What the task asks: Down to the last line, retype each line of the entries exactly, starting with the one that contains "3v18M4 7l16 10M4".

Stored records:
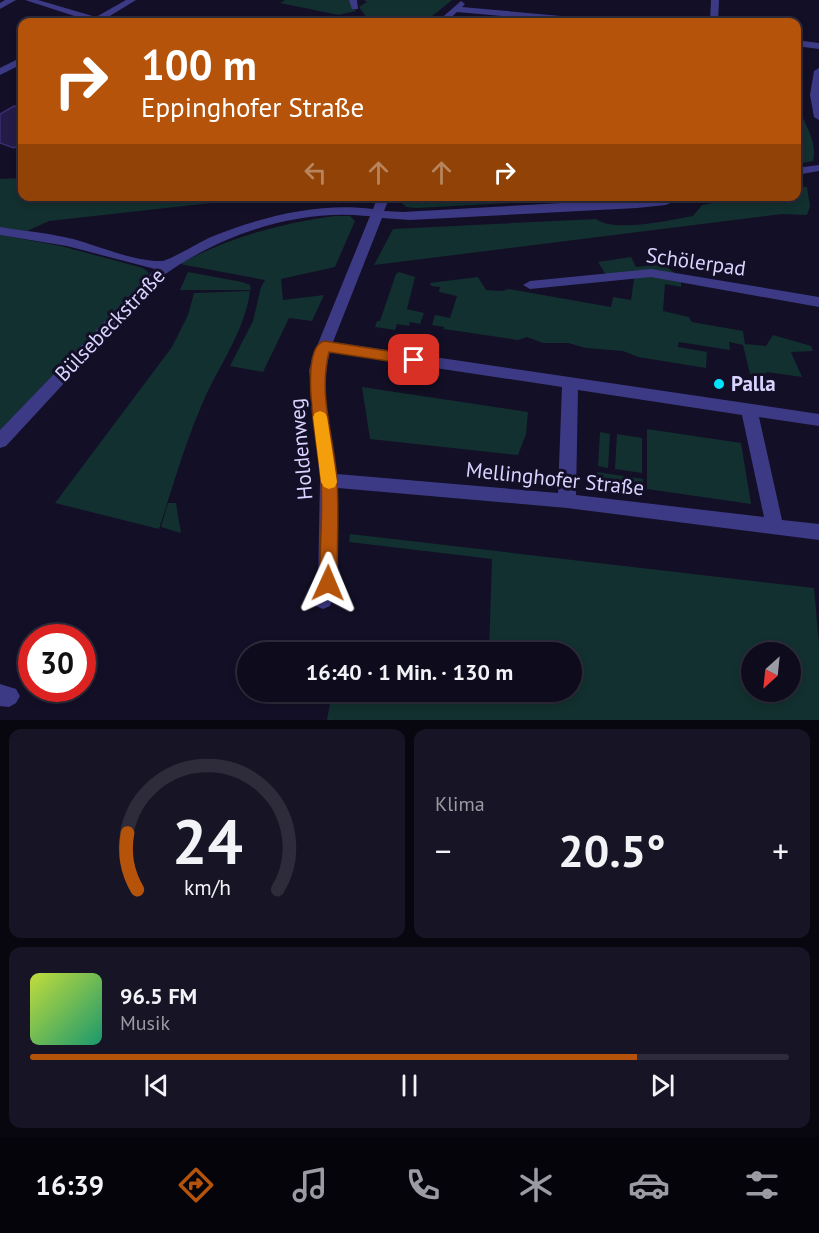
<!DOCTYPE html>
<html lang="de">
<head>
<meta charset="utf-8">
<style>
  body { margin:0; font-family:"PT Sans",sans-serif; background:#171425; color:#f1f3f6; height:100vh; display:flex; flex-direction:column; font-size:22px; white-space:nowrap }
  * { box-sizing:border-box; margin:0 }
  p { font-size:20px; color:#9b9ba3 }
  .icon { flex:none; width:33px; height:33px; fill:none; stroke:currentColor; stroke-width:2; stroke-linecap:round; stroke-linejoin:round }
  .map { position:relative; height:720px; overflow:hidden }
  .side { display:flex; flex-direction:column; gap:9px; padding:9px; background:#08060f; flex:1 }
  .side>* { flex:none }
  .hud { position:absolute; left:18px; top:18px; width:783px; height:183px; border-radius:12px; box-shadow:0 3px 9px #0003,0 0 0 2px #2e2b3b; background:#b45309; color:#fff; overflow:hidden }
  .needle { width:39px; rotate:207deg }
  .buttons { position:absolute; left:741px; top:642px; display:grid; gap:12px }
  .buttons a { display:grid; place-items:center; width:60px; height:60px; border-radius:50%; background:#0e0b1c; box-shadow:0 3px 9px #0003,0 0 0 2px #2e2b3b; font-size:30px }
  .speed { position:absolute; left:18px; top:624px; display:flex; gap:12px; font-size:30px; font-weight:700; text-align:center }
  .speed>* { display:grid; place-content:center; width:78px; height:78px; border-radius:50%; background:#0e0b1c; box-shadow:0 3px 9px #0003,0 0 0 2px #2e2b3b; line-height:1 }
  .speed .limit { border:9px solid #d22; background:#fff; color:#111 }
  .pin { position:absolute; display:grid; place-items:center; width:51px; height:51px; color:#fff; margin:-26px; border-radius:12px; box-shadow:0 3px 9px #0006 }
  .me { position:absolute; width:66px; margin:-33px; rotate:1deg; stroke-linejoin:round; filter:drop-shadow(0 0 4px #0008) }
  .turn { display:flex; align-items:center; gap:21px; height:126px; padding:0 24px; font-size:27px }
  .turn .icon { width:78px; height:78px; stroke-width:2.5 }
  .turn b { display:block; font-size:42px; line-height:51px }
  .lanes { display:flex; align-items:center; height:57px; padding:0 24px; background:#0003; justify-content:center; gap:30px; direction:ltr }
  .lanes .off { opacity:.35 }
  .big { font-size:45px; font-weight:700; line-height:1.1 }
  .side .card { flex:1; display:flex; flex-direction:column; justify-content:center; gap:9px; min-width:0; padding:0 21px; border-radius:12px; background:#171425 }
  .side .dial { align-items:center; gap:0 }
  .dial svg { height:156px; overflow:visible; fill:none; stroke:#2e2b3b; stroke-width:7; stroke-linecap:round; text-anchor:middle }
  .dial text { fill:#f1f3f6; stroke:none }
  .song { display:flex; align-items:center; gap:18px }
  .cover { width:72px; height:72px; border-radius:9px; background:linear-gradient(135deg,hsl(70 70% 55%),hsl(160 70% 35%)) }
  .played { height:6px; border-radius:3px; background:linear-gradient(90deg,#b45309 80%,#2e2b3b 80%) }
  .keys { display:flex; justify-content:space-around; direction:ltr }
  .heat { display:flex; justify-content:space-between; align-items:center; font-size:33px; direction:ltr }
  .side .tiles { flex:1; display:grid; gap:9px; grid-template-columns:1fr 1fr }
  .card:last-child { grid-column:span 2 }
  .trip { position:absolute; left:237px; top:642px; width:345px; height:60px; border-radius:30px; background:#0e0b1c; box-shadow:0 3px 9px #0003,0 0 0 2px #2e2b3b; font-weight:700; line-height:60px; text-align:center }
  .tabs { display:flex; height:96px; justify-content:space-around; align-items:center; background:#06040b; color:#9b9ba3 }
  .tabs .icon { width:42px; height:42px }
  .tabs .on { color:#b45309 }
  .tabs b { font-size:27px; color:#f1f3f6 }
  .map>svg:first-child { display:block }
</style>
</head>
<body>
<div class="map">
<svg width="819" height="720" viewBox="0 0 819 720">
  <rect width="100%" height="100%" fill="#130f26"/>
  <!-- green -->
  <g fill="#12302f" fill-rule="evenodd">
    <path d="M285 0H352L356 11 339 15 280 3Z"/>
    <path d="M364 0H452L425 22H370L359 7 367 2Z"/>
    <path d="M797 103C802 120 819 143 813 161L797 164Z"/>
    <path d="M22 178V196L266 197 49 221 27 231 0 228V179Z"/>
    <path d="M797 186 807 187 810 206 807 215 782 214 374 265 393 229 596 219C614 233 671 220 693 216L702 205 744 197 796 196Z"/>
    <path d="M402 196H525L527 202 417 208 406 207 401 202Z"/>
    <path d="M334 216H350L355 221 335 267 281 279 283 300 324 295 312 321 289 318 263 372 230 366 253 321 261 287 265 280 180 264C228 237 279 224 334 216Z"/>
    <path d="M0 235 61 246 143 268 148 272 149 276 0 430Z"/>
    <path d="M631 257 636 267 663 264 681 278V287L665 284 663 311 689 317 692 322 743 331 745 344 766 346 773 335 811 346 813 351 791 352 802 377 767 372 763 376 750 374 743 345 729 342 730 350 679 342 678 347 707 352 706 368 638 357 623 351 586 348 568 343H543L527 337 518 340 444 329V327L432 325 435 315 450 318 457 296 439 292 440 287 431 286 430 283 478 277 486 290 502 291 509 289 611 307 613 297 631 300 635 272 606 275 598 262Z"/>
    <path d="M188 272 242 282 250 285 251 290H180Z"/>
    <path d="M399 272 415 277 407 309 424 313 420 324 410 322 409 326 397 324 395 330 375 327 377 321H380L396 274Z"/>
    <path d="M250 291C245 331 219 365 203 402 185 443 173 486 159 529L55 503 172 347 188 315 194 293Z"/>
    <path d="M362 387 528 412 526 434 518 455 370 439Z"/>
    <path d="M647 429 741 443 751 504 647 489Z"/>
    <path d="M600 432 610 434 608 468 598 466Z"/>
    <path d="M617 434 642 438V473L615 469Z"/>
    <path d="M597 472 643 479V487L597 480Z"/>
    <path d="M168 503H176L181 533 161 527Z"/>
    <path d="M350 534 814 588 819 644V720H327L332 692H572V652H489L492 559 349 542ZM752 652H790V692H752Z"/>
  </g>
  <!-- building -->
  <path fill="#241b47" stroke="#3b2d73" stroke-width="1.5" d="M14 106 22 108V142L14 148 0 143V114Z"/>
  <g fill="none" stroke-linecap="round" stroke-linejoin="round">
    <!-- minor -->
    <g fill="#3d3a85" fill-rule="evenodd">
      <path d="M5 0H16L0 9V3Z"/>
      <path d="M25 0H38L96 17 126 0H136L100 22H89L90 21Z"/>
      <path d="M349 0H357L358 9H352Z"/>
      <path d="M711 0H719L718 22H710Z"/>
      <path d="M461 1 465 4 462 7 594 19 598 22H571L457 12 446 22H437Z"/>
      <path d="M796 40 819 43V49L796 46Z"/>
      <path d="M22 57V64L0 75V68Z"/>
      <path d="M819 165V171L796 175V168Z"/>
      <path d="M378 196H390L384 211 403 212 686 196 666 205 637 208 410 220 382 218 333 342 819 414V426L759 417 782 520 819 524V540L567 508 338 488V583L330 606 323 609 316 606 313 600 318 583 320 480 309 370 317 346 370 216H366C296 209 220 235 164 275L6 446 0 448V430L155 269 67 246 0 235V227C24 231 49 233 73 239 99 246 135 262 162 261 168 261 202 241 211 237 260 217 319 202 373 209ZM330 352 562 387 558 493 337 474C331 434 319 391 330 352ZM578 390 742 415 764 517 576 495Z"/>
      <path d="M651 269 819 297V307L651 277 530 289 523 285 530 281Z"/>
      <path d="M0 684 16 689 20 696 16 703 9 707 0 706Z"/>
    </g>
    <!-- tertiary -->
    <path fill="#3d3a85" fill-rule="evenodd" d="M819 68V120L814 117 810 95 814 71Z"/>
  </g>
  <!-- route -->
  <path fill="#b45309" stroke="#753606" stroke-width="1.5" d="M324 341 414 355 420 360 414 365 329 352C318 395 334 437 337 480 339 514 337 549 337 583L334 588 328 591 322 588 319 583C320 549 323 514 321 480 320 457 296 349 324 341Z"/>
  <!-- slow -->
  <path fill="#f59e0b" d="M320 411 325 413 327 417 337 482 335 487 329 489 324 487 321 482 313 417 315 413Z"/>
  <!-- markers -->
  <circle fill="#00e5ff" stroke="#130f26" stroke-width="2" cx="719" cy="384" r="6"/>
  <g text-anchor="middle" stroke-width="6" stroke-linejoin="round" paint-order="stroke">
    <!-- street labels -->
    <g font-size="21" fill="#d9d4ff" stroke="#130f26">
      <text transform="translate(696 262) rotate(8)" y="7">Schölerpad</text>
      <text transform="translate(110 325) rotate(-46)" y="7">Bülsebeckstraße</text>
      <text transform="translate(301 449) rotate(-95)" y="7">Holdenweg</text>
      <text transform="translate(555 479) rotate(6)" y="7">Mellinghofer Straße</text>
    </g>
    <!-- poi labels -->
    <g font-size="21" font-weight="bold" fill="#d9d4ff" stroke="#130f26" text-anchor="start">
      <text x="731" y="391">Palla</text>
    </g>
  </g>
</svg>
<div class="buttons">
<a><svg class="needle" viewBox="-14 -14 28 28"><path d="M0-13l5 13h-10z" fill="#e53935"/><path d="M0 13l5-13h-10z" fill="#9b9ba3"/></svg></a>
</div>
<div class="speed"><div class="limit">30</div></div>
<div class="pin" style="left:414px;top:360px;background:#d93025"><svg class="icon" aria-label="arrive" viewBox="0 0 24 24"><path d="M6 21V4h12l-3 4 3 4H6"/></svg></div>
<svg class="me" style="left:328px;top:583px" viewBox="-20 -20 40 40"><path d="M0-17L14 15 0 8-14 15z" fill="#b45309" stroke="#fff" stroke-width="4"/></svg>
<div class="trip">16:40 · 1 Min. · 130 m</div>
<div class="hud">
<div class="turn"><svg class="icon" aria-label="right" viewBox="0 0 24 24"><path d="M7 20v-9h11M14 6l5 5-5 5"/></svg><div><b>100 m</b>Eppinghofer Straße</div></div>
<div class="lanes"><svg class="icon off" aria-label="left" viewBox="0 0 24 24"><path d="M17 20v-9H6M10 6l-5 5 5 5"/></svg><svg class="icon off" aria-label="ahead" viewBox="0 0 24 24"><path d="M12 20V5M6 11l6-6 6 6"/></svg><svg class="icon off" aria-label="ahead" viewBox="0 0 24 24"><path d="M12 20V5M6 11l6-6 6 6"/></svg><svg class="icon" aria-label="right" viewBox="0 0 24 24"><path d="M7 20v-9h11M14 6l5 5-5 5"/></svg></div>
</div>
</div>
<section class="side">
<div class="tiles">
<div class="card dial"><svg viewBox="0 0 100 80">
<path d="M14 69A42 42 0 1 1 86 69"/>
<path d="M14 69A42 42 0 0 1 9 40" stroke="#b45309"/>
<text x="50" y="56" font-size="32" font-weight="700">24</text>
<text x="50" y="72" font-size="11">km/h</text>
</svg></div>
<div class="card"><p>Klima</p>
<div class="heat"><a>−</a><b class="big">20.5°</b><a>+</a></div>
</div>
<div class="card">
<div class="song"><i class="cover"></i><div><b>96.5 FM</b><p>Musik</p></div></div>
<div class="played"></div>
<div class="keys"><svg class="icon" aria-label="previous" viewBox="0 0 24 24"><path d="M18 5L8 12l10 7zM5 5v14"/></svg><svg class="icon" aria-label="pause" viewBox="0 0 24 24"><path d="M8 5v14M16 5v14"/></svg><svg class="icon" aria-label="next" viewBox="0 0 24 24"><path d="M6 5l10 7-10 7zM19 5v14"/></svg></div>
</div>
</div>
</section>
<nav class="tabs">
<b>16:39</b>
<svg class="icon on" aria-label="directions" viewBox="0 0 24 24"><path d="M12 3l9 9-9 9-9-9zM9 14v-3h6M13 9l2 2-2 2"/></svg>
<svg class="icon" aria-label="music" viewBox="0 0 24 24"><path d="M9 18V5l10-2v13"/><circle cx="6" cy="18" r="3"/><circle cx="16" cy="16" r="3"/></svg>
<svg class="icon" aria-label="phone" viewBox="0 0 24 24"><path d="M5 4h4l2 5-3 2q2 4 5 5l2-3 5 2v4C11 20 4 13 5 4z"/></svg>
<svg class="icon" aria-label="climate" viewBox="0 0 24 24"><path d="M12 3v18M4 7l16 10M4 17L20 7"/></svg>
<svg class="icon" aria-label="car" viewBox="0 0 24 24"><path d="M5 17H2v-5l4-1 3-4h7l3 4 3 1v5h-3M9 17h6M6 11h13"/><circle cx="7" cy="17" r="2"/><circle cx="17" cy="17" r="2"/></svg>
<svg class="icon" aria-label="filters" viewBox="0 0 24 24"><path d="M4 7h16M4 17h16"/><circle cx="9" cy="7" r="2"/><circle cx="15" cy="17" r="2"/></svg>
</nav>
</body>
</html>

Problem solution:
<svg class="icon" aria-label="climate" viewBox="0 0 24 24"><path d="M12 3v18M4 7l16 10M4 17L20 7"/></svg>
<svg class="icon" aria-label="car" viewBox="0 0 24 24"><path d="M5 17H2v-5l4-1 3-4h7l3 4 3 1v5h-3M9 17h6M6 11h13"/><circle cx="7" cy="17" r="2"/><circle cx="17" cy="17" r="2"/></svg>
<svg class="icon" aria-label="filters" viewBox="0 0 24 24"><path d="M4 7h16M4 17h16"/><circle cx="9" cy="7" r="2"/><circle cx="15" cy="17" r="2"/></svg>
</nav>
</body>
</html>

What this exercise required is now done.